Location
- 1385 North Lava Flow Drive St. George, Utah 84770 United States
- Coordinates: 37°07′55″N 113°38′06″W﻿ / ﻿37.13194°N 113.63500°W

Information
- Other name: SCHS
- Type: Public high school
- School district: Washington County School District
- NCES School ID: 490114000206
- Principal: Kyle Campbell
- Teaching staff: 51.74 (on an FTE basis)
- Grades: 10–12
- Enrollment: 1,279 (2023–2024)
- Student to teacher ratio: 24.72
- Colors: Forest green, Vegas gold, navy blue
- Mascot: Warriors
- Website: schs.washk12.org

= Snow Canyon High School (Utah) =

Snow Canyon High School (SCHS) is a public high school in St. George, Utah, United States.
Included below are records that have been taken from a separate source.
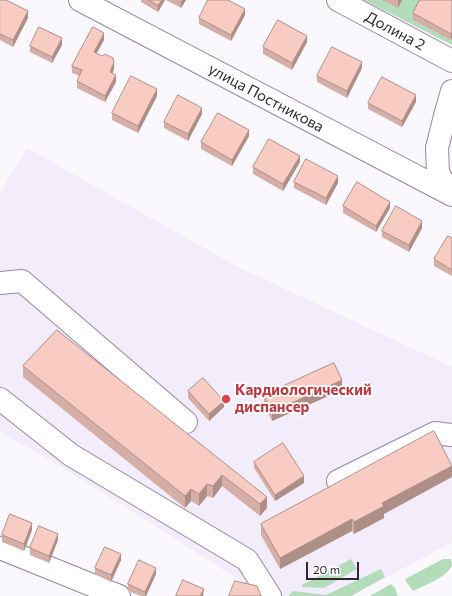 <!DOCTYPE html>
<meta charset="utf-8">
<style>
body{margin:0}
#map{position:relative;width:452px;height:596px;overflow:hidden;background:#faf7fd;font-family:Commissioner,sans-serif}
canvas{display:block}
.scale{position:absolute;left:306px;top:562px;width:53px;height:18px;box-sizing:border-box;border:2px solid #2e2834;border-top:0;padding-left:5px;font-size:12px;line-height:14px;white-space:nowrap;color:#2e2834;-webkit-text-stroke:3px #fff;paint-order:stroke}
</style>
<div id="map">
<canvas width="452" height="596"></canvas>
<div class="scale">20 m</div>
</div>
<script>
const ctx = document.querySelector('canvas').getContext('2d');
ctx.lineJoin = 'round';
function fillPath(path, color) { ctx.fillStyle = color; ctx.fill(path, 'evenodd'); }
function strokePath(path, color, width, dash) { ctx.strokeStyle = color; ctx.lineWidth = width; ctx.lineCap = dash ? 'butt' : 'round'; ctx.setLineDash(dash || []); ctx.stroke(path); }
function write(font, color, halo, rows, align = 'center') {
  ctx.font = font + ' Commissioner,sans-serif'; ctx.lineWidth = 3.5; ctx.setLineDash([]); ctx.textBaseline = 'middle'; ctx.strokeStyle = halo; ctx.fillStyle = color; for (const [text, x, y, turn = 0] of rows) {
    ctx.save(); ctx.translate(x, y); ctx.rotate((+turn || 0) * Math.PI / 180); ctx.textAlign = isNaN(turn) ? turn : align; if (halo) ctx.strokeText(text, 0, 0); ctx.fillText(text, 0, 0); ctx.restore();
  }
}
fillPath(new Path2D(`
 M27,148l209,118 216,101v175l-100,54h-93l-2,-4 -64,-42 -136,-86 -57,-32v-239z`), '#f3ecfb');
fillPath(new Path2D(`
 M364,0h88v45z
 M351,559l6,10 -33,19 -22,-1v-2z
 M443,559h8l1,7c-8,13 -25,18 -39,25l-6,-8 -2,-4z
 M381,569l4,8 -34,19h-62v-1l4,-4 33,4z
 M391,584l4,4 3,8h-28z`), '#b3dcba');
const minor = new Path2D(`
 M80,0l372,195
 M338,0l114,61
 M451,194l-13,-21 -1,-25 9,-36 6,-21
 M0,283l22,-2 164,141
 M0,399l71,56 176,105 23,36
 M338,481l97,-48 17,2
 M0,548l119,48`);
strokePath(minor, '#9587a4', 24);
strokePath(minor, '#fff', 22);
fillPath(new Path2D(`
 M0,0l28,18 -15,29 -13,-7z
 M141,0h24l-7,12 -17,-10z
 M166,0h20l-5,8z
 M382,0h20l-4,8z
 M452,0l-1,40 -38,-20v-7z
 M245,15l-14,26 -32,-17v-6z
 M104,40l-8,14 18,15 -2,4 4,9 -11,20 -28,-14v-7l3,-5 -8,-3v-7z
 M307,42l-15,28 -29,-16v-7z
 M62,45l-10,18 -22,-11v-6z
 M362,68l-15,30 -30,-16v-6z
 M157,96l-19,37 -26,-13v-7z
 M416,102l-14,25 -34,-18v-6z
 M202,114l-14,27 -24,-13v-6z
 M249,136l-17,30 -31,-17v-7z
 M300,162l-17,29 -30,-17v-7z
 M294,182l44,1 -12,22 -32,-17z
 M343,206l47,2 -14,24 -33,-19z
 M422,228l-13,24 -27,-15v-6z
 M452,238v38l-18,-10v-7z
 M57,330l210,178 -7,8 -38,-30 -9,12 -6,-2 -8,10 -8,-5 -6,7 -162,-131v-11z
 M342,390l-70,31 -8,-17v-9z
 M188,391l36,16 -15,14 -21,-23z
 M254,462l50,21 -29,18 -21,-33z
 M384,514v4l-30,16 -2,-3 -72,38 -19,-34v-11z
 M32,530l-8,21 -22,-9v-7z
 M58,540l-9,23 -19,-8v-7z
 M121,560l-10,22 -16,-8v-6z
 M156,574l-10,22h-5l-13,-5v-7z`), '#d5afa7');
fillPath(new Path2D(`
 M162,0h3l-7,12v-7z
 M182,0h4l-5,8v-6z
 M398,0h4l-4,8z
 M245,9v6l-14,26v-6z
 M28,11v7l-15,29v-7z
 M452,32v6l-1,2v-6z
 M104,33v7l-10,18v-6z
 M307,36v6l-15,28v-7z
 M62,38v7l-10,18v-6z
 M114,62v7l-4,10v-7z
 M362,62v6l-15,30v-7z
 M116,75v7l-11,20v-6z
 M157,89v7l-19,37v-7z
 M416,95v7l-14,25v-6z
 M202,108v6l-14,27v-7z
 M249,130v6l-17,30v-6z
 M300,156v6l-17,29v-7z
 M338,176v7l-12,22v-7z
 M390,202v6l-14,24v-6z
 M422,221v7l-13,24v-7z
 M342,380v10l-70,31v-9z
 M224,401v6l-15,14v-7z
 M452,466v11l-68,37v4l-30,16v-12l28,-19z
 M222,475v11l-9,12v-12z
 M304,476v7l-29,18v-6z
 M207,484v12l-8,10v-12z
 M191,489v12l-6,7v-12z
 M267,497v11l-7,8v-12z
 M352,519v12l-72,38v-11z
 M32,523v7l-8,21v-7z
 M58,534v6l-9,23v-7z
 M121,554v6l-10,22v-7z
 M156,568v6l-10,22h-1v-4z
 M204,589l-1,7h-3z`), '#ae8f88');
const building = new Path2D(`
 M0,0h6l22,11 -15,29 -13,-6z
 M149,0h13l-4,5z
 M208,0h20l17,9 -14,26 -32,-17z
 M420,0h32v32l-1,2 -38,-21z
 M278,20l29,16 -15,27 -29,-16z
 M39,27l23,11 -10,19 -22,-11z
 M93,27l11,6 -10,19 8,4 3,-2 8,4 1,4 -4,10 6,3 -11,21 -28,-15 5,-11 -10,-4z
 M332,47l30,15 -15,29 -30,-15z
 M131,76l26,13 -19,37 -26,-13z
 M382,77l34,18 -14,26 -34,-18z
 M178,95l24,13 -14,26 -24,-12z
 M218,113l31,17 -17,30 -31,-18z
 M269,139l31,17 -17,28 -30,-17z
 M306,159l32,17 -12,22 -32,-16z
 M357,182l33,20 -14,24 -33,-20z
 M396,206l26,15 -13,24 -27,-14z
 M448,236l4,2v32l-18,-11z
 M57,330l210,167 -7,7 -38,-29 -9,11 -6,-2 -8,10 -8,-5 -6,7 -162,-130z
 M334,363l8,17 -70,32 -8,-17z
 M203,378l21,23 -15,13 -21,-23z
 M434,431l18,35 -70,37 2,3 -30,16 -2,-3 -72,39 -19,-34z
 M283,443l21,33 -29,19 -21,-33z
 M10,514l22,9 -8,21 -22,-9z
 M39,526l19,8 -9,22 -19,-8z
 M105,547l16,7 -10,21 -16,-7z
 M139,560l17,8 -11,24 -17,-8z
 M183,580l21,9 -4,7h-24z
 M235,581l22,5 4,10h-32z`);
fillPath(building, '#f8ccc2');
strokePath(building, '#ae8f88', 1);
for (const [x, y, r, color] of [
 [226,399,5,"#e0444e"]
]) { const dot = new Path2D(); dot.arc(x, y, r, 0, 2 * Math.PI); ctx.fillStyle = color; ctx.fill(dot); strokePath(dot, '#fff', 1.5); }
write('15px', '#2e2834', '#fff', [
 ["Долина 2",395,31,28],
 ["улица Постникова",266,98,28]
]);
write('bold 15px', '#be3a42', '#fff', [
 ["Кардиологический",235,390],
 ["диспансер",235,407]
], 'left');
</script>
It is part of the Washington County School District. Zone: west St. George, Santa Clara and Ivins. As of January 2019, it serves 1,165 students making it the fourth largest high school in St. George and in the district.

== Athletics ==
The school competes in the 4A division in region 9 with all other Washington County schools, besides Enterprise High School. They also share the region with Cedar high school from Cedar City, Utah which is located in Iron County. Snow Canyon will remain in 4A Region 9 for the 2023–2025 classification period.

Snow Canyon is known for its baseball team's success, having won their 7th state championship in 2026. Six of the seven championships have come under Coach Reed Secrist.